In view of the above problems, the present study aims to develop a novel type of map, i.e., the ClusterMap, which is more compact than the OctoMap and PointCloudMap. The proposed map contains point cluster information only, and thus it does not require a large storage space. This characteristic favors storage and transfer processes in many cloud-based applications. A cluster descriptor is also developed to distinguish different clusters in maps. It is used for map matching to realize relocalization. Relative to existing approaches, the ClusterMap-based relocalization method performs well even with low-density laser range finders, e.g., VLP-16. In addition, the algorithm is strongly robust to changes in environmental objects’ appearance, illumination, and observation direction. The ClusterMap-based relocalization method can be also used for loop closure, which we will tackle in our future work.

3. ClusterMap Building

In this section, the process of building the ClusterMap and the details of the descriptor for each cluster in the map are presented. The ClusterMap and the cluster descriptor are used to achieve the relocalization of unmanned vehicles in urban environments.

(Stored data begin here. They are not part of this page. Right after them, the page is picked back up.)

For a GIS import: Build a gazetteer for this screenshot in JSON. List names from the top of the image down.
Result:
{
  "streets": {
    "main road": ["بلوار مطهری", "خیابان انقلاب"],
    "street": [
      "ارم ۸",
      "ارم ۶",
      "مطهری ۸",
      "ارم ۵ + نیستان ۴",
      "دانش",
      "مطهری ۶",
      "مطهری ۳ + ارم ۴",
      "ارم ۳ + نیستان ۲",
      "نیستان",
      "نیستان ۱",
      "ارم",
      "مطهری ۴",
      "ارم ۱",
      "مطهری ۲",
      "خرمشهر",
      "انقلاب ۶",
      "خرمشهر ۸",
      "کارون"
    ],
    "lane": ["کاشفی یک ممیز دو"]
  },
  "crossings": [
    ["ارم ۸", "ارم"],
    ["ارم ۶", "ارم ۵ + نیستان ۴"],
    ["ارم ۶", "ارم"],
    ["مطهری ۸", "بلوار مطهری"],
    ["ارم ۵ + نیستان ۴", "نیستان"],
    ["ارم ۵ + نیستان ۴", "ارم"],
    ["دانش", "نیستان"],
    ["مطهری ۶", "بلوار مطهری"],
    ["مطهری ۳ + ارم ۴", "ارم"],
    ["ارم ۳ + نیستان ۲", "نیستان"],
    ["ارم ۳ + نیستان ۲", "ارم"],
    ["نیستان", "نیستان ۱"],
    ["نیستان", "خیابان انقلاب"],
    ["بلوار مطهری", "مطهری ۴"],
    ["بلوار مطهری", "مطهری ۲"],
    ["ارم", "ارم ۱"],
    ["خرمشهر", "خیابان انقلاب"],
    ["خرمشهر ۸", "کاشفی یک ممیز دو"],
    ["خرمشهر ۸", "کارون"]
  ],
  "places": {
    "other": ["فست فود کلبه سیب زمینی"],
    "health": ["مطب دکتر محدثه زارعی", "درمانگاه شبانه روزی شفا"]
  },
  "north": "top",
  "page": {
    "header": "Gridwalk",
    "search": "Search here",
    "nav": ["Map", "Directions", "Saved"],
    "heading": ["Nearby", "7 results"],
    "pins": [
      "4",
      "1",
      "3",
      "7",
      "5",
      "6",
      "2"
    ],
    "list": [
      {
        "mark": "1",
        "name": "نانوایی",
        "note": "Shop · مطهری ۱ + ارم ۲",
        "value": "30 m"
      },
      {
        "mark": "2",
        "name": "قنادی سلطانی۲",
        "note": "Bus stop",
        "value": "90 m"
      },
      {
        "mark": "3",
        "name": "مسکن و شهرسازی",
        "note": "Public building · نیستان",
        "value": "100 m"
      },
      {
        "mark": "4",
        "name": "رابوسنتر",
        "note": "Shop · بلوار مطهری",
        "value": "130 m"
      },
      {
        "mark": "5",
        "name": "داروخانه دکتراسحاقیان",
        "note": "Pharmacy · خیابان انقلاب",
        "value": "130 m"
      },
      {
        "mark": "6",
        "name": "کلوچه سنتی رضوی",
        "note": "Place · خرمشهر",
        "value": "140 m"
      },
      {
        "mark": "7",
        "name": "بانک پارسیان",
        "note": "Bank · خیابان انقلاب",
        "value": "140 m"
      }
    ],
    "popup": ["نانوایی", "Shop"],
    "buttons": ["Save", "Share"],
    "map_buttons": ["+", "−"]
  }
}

3.1. SLAM for ClusterMap Building

Generally, the basic requirement for map building is precise localization information. To enhance the consistency of the ClusterMap with the real world, we need to obtain accurate location information in urban environments. The SLAM can be treated as a black box that provides consistent pose estimation, and this estimation is very important to build consistent ClusterMap. Because SLAM research is not the focus of the paper, we implement SLAM by directly integrate the visual–LIDAR odometry [20] into the framework of ORB-SLAM [9,12]. The visual–LIDAR odometry fuses the sensor data received from a monocular camera and a VLP-16 LIDAR, to extract depth information for 2D visual features by using the advantages of different sensors. The ORB-SLAM implements loop closures and uses global nonlinear optimization algorithms [32] to adjust odometry and map features synchronously. The loop closures eliminate the accumulated errors generated during motion estimation. The ORB-SLAM integrated with visual–LIDAR odometry provides good pose references for constructing the ClusterMap. By considering the self-consistency of the work, the SLAM framework is introduced briefly. For the details, please refer to the references herein [12,20].

Figure 1 shows the pipeline of the mapping framework. The 3D SLAM is indicated by a dashed box in Figure 1. It includes the threads of TRACKING, LOCAL MAPPING, and LOOP CLOSING [12], which are further expanded with two blocks, i.e., PointCloud Registration and Depth Association [20]. The localization results from SLAM are continuously utilized to register point clouds and generate maps such as PointCloudMap, OctoMap, or ClusterMap.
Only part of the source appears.